A few months ago, I went into a full-on tearful rant at someone after they talked about choosing not to have ultrasounds because they think that they’re bad news for fetuses. What’s especially funny about that is that while pregnant I was already aware of the concerns some people have about prenatal scans, and I actually did a fair amount of research on it. In the end, I felt well-educated on the issue, and drew the conclusion that I would prefer to have ultrasounds. But when she started talking about the choice she’d made, it was like the logical part of my brain just shut down. It was like, sure, look at Theo, he is fine and healthy! But what if not having ultrasounds could have meant that he was even more fine and healthy?
So much of my PPD has been about what if?
So much of it has been dangerous lines of thinking, like, if only I can stop making mistakes and just do everything perfectly, I will stop feeling this way. It is my fault that I feel this way, because I can’t stop fucking up.
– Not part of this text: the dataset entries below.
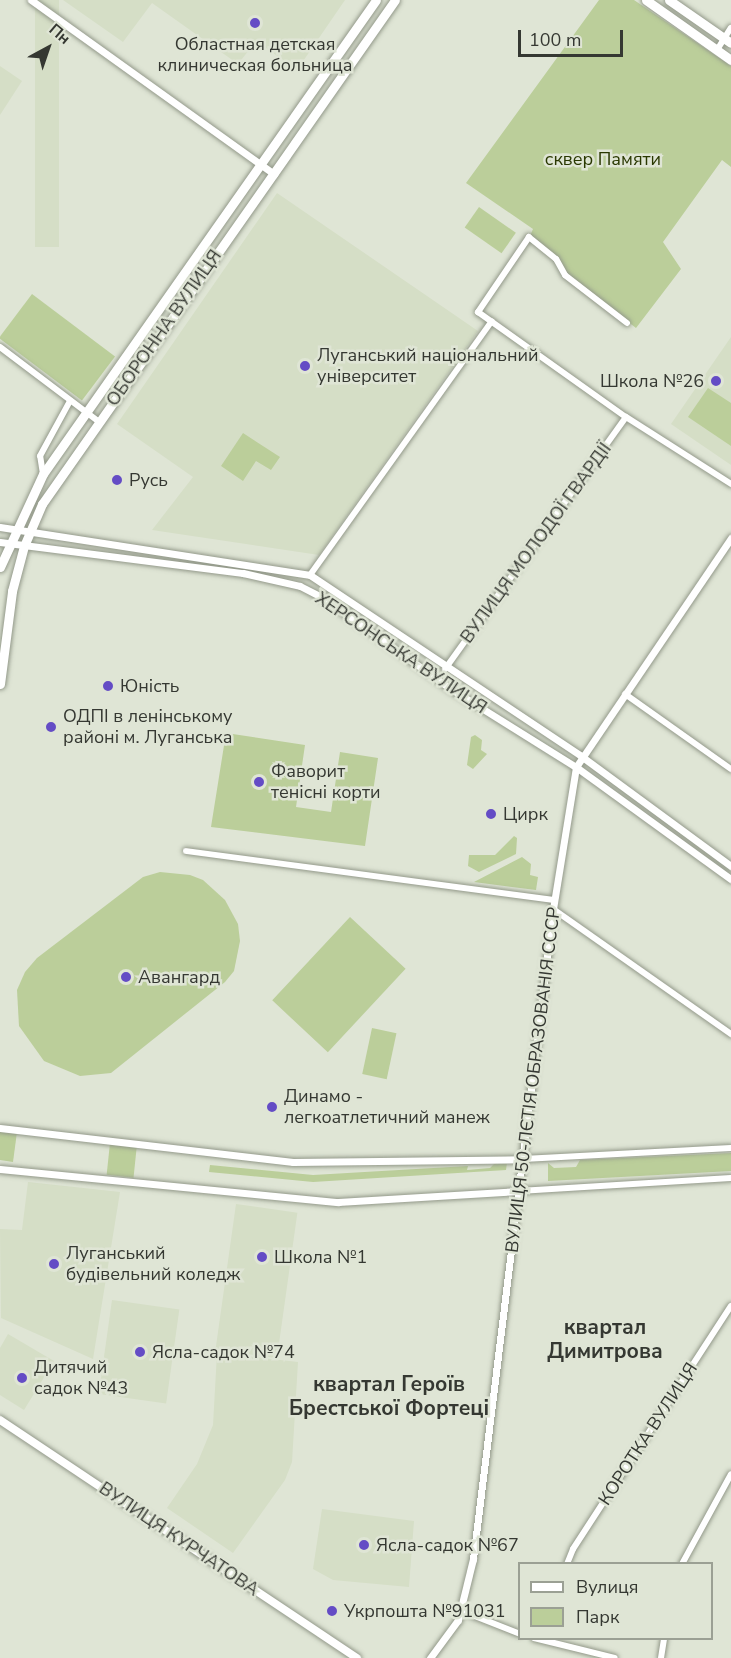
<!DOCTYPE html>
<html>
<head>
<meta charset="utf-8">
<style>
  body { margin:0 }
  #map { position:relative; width:731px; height:1658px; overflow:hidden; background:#dfe5d5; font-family:"Nunito Sans",sans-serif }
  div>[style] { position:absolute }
  .built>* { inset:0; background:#d5dec6; transform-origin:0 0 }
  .green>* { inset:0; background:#bbce9a; transform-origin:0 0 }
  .roads { filter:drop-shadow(0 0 2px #93998a) drop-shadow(0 0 2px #93998a) }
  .minor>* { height:6px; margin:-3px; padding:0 3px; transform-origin:3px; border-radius:3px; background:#fff }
  .tertiary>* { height:7px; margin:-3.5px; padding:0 3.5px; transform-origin:3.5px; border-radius:3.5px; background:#fff }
  .secondary>* { height:8px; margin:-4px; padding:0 4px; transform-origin:4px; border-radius:4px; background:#fff }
  .primary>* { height:9px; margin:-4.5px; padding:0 4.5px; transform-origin:4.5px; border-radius:4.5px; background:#fff }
  .dots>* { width:16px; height:16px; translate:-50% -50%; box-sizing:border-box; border:3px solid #dfe5d5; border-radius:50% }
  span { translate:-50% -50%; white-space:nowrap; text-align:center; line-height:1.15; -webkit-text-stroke:5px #dfe5d5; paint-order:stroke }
  .poi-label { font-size:18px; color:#353832 }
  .left { translate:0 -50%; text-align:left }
  .right { translate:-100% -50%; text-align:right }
  .park-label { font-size:18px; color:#293800 }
  .street-label { font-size:18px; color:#353832 }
  .quarter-label { font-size:21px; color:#353832; font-weight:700 }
  .legend { position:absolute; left:518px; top:1562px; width:195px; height:78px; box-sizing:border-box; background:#dfe5d5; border:2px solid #9ba094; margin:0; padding:8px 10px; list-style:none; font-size:18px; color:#353832 }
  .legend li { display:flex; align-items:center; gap:12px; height:30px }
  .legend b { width:30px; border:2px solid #9ba094 }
  .north { position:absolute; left:18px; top:18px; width:60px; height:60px; -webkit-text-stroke:4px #dfe5d5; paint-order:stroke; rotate:40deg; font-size:16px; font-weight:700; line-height:24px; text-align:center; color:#353832 }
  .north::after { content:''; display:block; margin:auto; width:21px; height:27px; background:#353832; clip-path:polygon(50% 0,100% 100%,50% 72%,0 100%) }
  .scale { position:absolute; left:518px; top:30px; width:105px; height:27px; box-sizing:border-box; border:3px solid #353832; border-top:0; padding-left:8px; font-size:18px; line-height:21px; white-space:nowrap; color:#353832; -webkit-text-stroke:4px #dfe5d5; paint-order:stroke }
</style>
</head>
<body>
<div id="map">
  <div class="built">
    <div style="left:35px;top:0;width:24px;height:247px"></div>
    <div style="clip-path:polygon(63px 0,345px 0,297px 70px,266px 48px,263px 52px,253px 45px,238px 64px,152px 3px,123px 42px)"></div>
    <div style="clip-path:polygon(0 66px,22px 81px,0 115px)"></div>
    <div style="clip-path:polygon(277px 193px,478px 331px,319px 555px,152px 530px,193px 477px,117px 424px)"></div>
    <div style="clip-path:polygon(731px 337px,731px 465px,671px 424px)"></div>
    <div style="clip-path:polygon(28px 1182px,120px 1192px,93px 1359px,1px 1318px,0 1229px,22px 1230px)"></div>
    <div style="left:236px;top:1204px;width:62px;height:147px;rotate:8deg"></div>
    <div style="left:112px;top:1300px;width:68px;height:95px;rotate:8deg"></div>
    <div style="clip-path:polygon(8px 1334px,54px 1361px,24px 1410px,0 1395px,0 1348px)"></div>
    <div style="clip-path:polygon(217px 1353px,298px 1362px,292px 1462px,285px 1480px,233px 1553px,167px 1508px,197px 1464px,213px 1425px)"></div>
    <div style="clip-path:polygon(322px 1509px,414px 1521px,409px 1587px,333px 1580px,313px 1569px)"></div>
  </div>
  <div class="green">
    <div style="clip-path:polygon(599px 0,634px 0,731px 66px,731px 167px,722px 160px,663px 242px,681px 269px,636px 328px,565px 273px,559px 261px,530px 236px,533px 229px,466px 183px)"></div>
    <div style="left:479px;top:207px;width:45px;height:25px;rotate:35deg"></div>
    <div style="left:32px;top:294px;width:104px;height:55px;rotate:37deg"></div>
    <div style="clip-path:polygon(708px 388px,731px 403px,731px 446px,688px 417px)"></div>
    <div style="clip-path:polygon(243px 433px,280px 457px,271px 470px,256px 461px,243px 481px,221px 466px)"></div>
    <div style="clip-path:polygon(226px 733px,305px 745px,296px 807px,331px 812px,340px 752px,378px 758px,365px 846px,211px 827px)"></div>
    <div style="clip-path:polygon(475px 735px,482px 740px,481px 750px,487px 754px,473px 769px,467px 765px,471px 737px)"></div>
    <div style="clip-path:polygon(514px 836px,517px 838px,516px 854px,479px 872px,468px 866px,469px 855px,495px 855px)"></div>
    <div style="clip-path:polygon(522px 857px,531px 864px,530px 875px,538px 877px,536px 890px,474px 882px)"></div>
    <div style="clip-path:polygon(160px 872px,190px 875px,203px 880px,225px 900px,238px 924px,240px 941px,234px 971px,225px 982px,111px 1073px,80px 1076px,44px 1061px,19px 1026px,17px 990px,25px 972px,37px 958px,143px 877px)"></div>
    <div style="left:350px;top:917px;width:76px;height:114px;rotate:43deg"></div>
    <div style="left:372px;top:1028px;width:25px;height:47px;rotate:12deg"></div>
    <div style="clip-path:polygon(0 1130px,17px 1132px,13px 1162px,0 1160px)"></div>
    <div style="left:110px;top:1143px;width:27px;height:32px;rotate:6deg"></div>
    <div style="clip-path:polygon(731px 1153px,731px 1171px,548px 1181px,548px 1163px,554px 1168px,576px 1167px,580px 1160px)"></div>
    <div style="clip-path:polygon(495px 1163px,507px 1163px,506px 1170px,313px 1182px,209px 1172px,210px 1165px,313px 1175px,468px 1166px,467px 1170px,490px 1168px)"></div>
  </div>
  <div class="roads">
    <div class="minor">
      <div style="left:717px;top:50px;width:26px;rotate:-58deg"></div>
      <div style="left:627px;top:323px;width:78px;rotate:-142.3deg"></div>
      <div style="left:565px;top:275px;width:18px;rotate:-119deg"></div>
      <div style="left:556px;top:259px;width:35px;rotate:-141deg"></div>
      <div style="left:529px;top:237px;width:91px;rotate:124.2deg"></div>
      <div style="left:478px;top:312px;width:181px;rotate:35.4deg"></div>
      <div style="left:626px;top:417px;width:125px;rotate:32.5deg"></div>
      <div style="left:0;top:347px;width:123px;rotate:37.1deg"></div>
      <div style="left:43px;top:474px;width:18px;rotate:-99deg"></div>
      <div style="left:40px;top:456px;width:63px;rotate:-61.4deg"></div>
      <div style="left:310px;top:575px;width:312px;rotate:-54.4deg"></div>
      <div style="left:445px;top:669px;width:310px;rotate:-54.3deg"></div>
      <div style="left:625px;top:694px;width:130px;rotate:35.3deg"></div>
      <div style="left:186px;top:851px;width:372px;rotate:7.6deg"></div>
      <div style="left:553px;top:909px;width:218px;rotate:35.1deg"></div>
      <div style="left:523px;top:1159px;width:208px;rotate:-3deg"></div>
      <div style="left:519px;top:1191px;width:212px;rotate:-3.5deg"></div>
      <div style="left:567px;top:1564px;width:16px;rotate:-68deg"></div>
      <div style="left:573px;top:1549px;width:290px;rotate:-57deg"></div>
      <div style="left:682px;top:1564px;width:102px;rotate:-61.4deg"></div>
      <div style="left:462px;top:1611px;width:62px;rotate:21.6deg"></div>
      <div style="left:534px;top:1638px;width:83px;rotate:13.9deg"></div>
      <div style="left:661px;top:1658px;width:20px;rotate:-81deg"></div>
    </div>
    <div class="tertiary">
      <div style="left:31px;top:0;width:299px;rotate:35.6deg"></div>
      <div style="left:0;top:527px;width:314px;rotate:8.8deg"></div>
      <div style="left:310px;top:575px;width:326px;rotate:33.7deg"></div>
      <div style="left:581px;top:756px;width:186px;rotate:36.3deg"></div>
      <div style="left:0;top:542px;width:245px;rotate:7.3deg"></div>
      <div style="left:243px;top:573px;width:58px;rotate:12.8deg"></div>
      <div style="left:300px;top:586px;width:25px;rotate:27deg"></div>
      <div style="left:322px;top:597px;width:158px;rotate:35.5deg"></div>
      <div style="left:451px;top:689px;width:147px;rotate:32deg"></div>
      <div style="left:576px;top:767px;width:191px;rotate:35.9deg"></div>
      <div style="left:0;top:1128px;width:295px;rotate:6.6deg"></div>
      <div style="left:293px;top:1162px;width:230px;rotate:-0.7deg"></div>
      <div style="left:0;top:1169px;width:340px;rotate:5.6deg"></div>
      <div style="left:338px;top:1202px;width:181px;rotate:-3.5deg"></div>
      <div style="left:430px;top:1658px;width:47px;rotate:-53.6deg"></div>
      <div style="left:458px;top:1620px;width:63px;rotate:-76.2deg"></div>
      <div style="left:473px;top:1559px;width:655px;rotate:-82.98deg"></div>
      <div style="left:553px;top:909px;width:144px;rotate:-80.8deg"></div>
      <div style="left:576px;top:767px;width:277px;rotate:-55.9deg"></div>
    </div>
    <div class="secondary">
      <div style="left:0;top:1420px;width:429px;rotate:33.7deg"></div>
    </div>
    <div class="primary">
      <div style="left:646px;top:0;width:104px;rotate:35.2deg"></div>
      <div style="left:669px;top:0;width:75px;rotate:34.7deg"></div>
      <div style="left:0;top:567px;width:102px;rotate:-65.2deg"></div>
      <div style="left:43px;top:474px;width:579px;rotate:-54.91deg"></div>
      <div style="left:0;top:684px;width:94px;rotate:-82.6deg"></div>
      <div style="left:12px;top:591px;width:47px;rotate:-75.1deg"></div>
      <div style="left:24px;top:546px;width:46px;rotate:-66.8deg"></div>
      <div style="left:42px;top:504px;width:615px;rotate:-54.99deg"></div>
    </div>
  </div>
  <div class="dots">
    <div style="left:255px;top:23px;background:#644cc5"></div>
    <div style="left:305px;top:366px;background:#644cc5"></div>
    <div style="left:716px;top:381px;background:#644cc5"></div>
    <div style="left:117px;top:480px;background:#644cc5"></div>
    <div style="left:108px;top:686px;background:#644cc5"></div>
    <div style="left:51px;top:727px;background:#644cc5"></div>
    <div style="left:259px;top:782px;background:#644cc5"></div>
    <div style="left:491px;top:814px;background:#644cc5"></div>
    <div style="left:126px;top:977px;background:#644cc5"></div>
    <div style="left:272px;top:1107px;background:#644cc5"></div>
    <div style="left:262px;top:1257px;background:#644cc5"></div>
    <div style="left:54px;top:1264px;background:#644cc5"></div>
    <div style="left:140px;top:1352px;background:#644cc5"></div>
    <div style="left:22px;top:1378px;background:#644cc5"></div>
    <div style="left:364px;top:1545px;background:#644cc5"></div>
    <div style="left:332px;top:1611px;background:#644cc5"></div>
  </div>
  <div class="poi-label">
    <span style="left:255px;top:55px">Областная детская<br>клиническая больница</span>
    <span class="left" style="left:317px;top:366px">Луганський національний<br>університет</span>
    <span class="right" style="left:704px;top:381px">Школа №26</span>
    <span class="left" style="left:129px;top:480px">Русь</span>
    <span class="left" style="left:120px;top:686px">Юність</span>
    <span class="left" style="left:63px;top:727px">ОДПІ в ленінському<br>районі м. Луганська</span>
    <span class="left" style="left:271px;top:782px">Фаворит<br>тенісні корти</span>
    <span class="left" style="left:503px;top:814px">Цирк</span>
    <span class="left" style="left:138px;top:977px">Авангард</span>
    <span class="left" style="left:284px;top:1107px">Динамо -<br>легкоатлетичний манеж</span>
    <span class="left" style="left:66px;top:1264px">Луганський<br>будівельний коледж</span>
    <span class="left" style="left:274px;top:1257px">Школа №1</span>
    <span class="left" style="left:152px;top:1352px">Ясла-садок №74</span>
    <span class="left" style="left:34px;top:1378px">Дитячий<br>садок №43</span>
    <span class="left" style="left:376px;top:1545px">Ясла-садок №67</span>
    <span class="left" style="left:344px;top:1611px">Укрпошта №91031</span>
  </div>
  <div class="park-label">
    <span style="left:603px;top:159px">сквер Памяти</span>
  </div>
  <div class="street-label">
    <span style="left:164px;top:328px;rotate:-55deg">ОБОРОННА ВУЛИЦЯ</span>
    <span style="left:536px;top:543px;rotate:-54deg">ВУЛИЦЯ МОЛОДОЇ ГВАРДІЇ</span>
    <span style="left:401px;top:653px;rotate:34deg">ХЕРСОНСЬКА ВУЛИЦЯ</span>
    <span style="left:533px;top:1080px;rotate:-83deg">ВУЛИЦЯ 50-ЛЄТІЯ ОБРАЗОВАНІЯ СССР</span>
    <span style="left:648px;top:1434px;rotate:-57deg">КОРОТКА ВУЛИЦЯ</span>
    <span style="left:179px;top:1539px;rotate:34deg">ВУЛИЦЯ КУРЧАТОВА</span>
  </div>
  <div class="quarter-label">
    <span style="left:605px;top:1339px">квартал<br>Димитрова</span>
    <span style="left:389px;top:1396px">квартал Героїв<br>Брестської Фортеці</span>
  </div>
  <ul class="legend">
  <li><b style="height:8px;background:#fff"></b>Вулиця</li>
  <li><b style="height:16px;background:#bbce9a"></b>Парк</li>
  </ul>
  <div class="north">Пн</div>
  <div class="scale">100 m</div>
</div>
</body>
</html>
When people talk about these choices that they’ve made, what they are really trying to do is communicate to me how they feel about their pregnancy, and maybe have a dialogue about what it’s like to be a pregnant woman in an era where we are faced with so many (often confusing) choices. But somehow all I hear is, you’ve failed as a mother.
So what’s the solution? I could do what I ended up doing this weekend, namely pleading a headache midway through the shower and escaping to my room to cry. Or I could just try to avoid anything baby or pregnancy related (hah). Or I could grit my teeth and smile, and then later feverishly google things like “possible effects of c-section on baby’s future cognitive development”. None of those things seem like particularly good options, though.
I guess the thing is that I have no idea what to do, other than keep on keeping on, taking one day at a time, and all those other trite clichés. It’s possible that I need to learn to ask for help more frequently, or else try to explain myself better to the people around me. Perhaps I should get this shirt, in hopes that it will deter people from telling me any pregnancy/baby stories that might set me off.
Maybe one lesson that I can take from this is that a lot of parenting is going to come with this feeling of, I have no idea what I’m doing, or, even more accurately, I feel totally unable to handle this but, somehow, I have to.
Anyway, any tips, advice or commiseration are truly appreciated.
Oh, and feel free to compliment my awesome hair:
It may not be very punk, but it still looks pretty rad, no?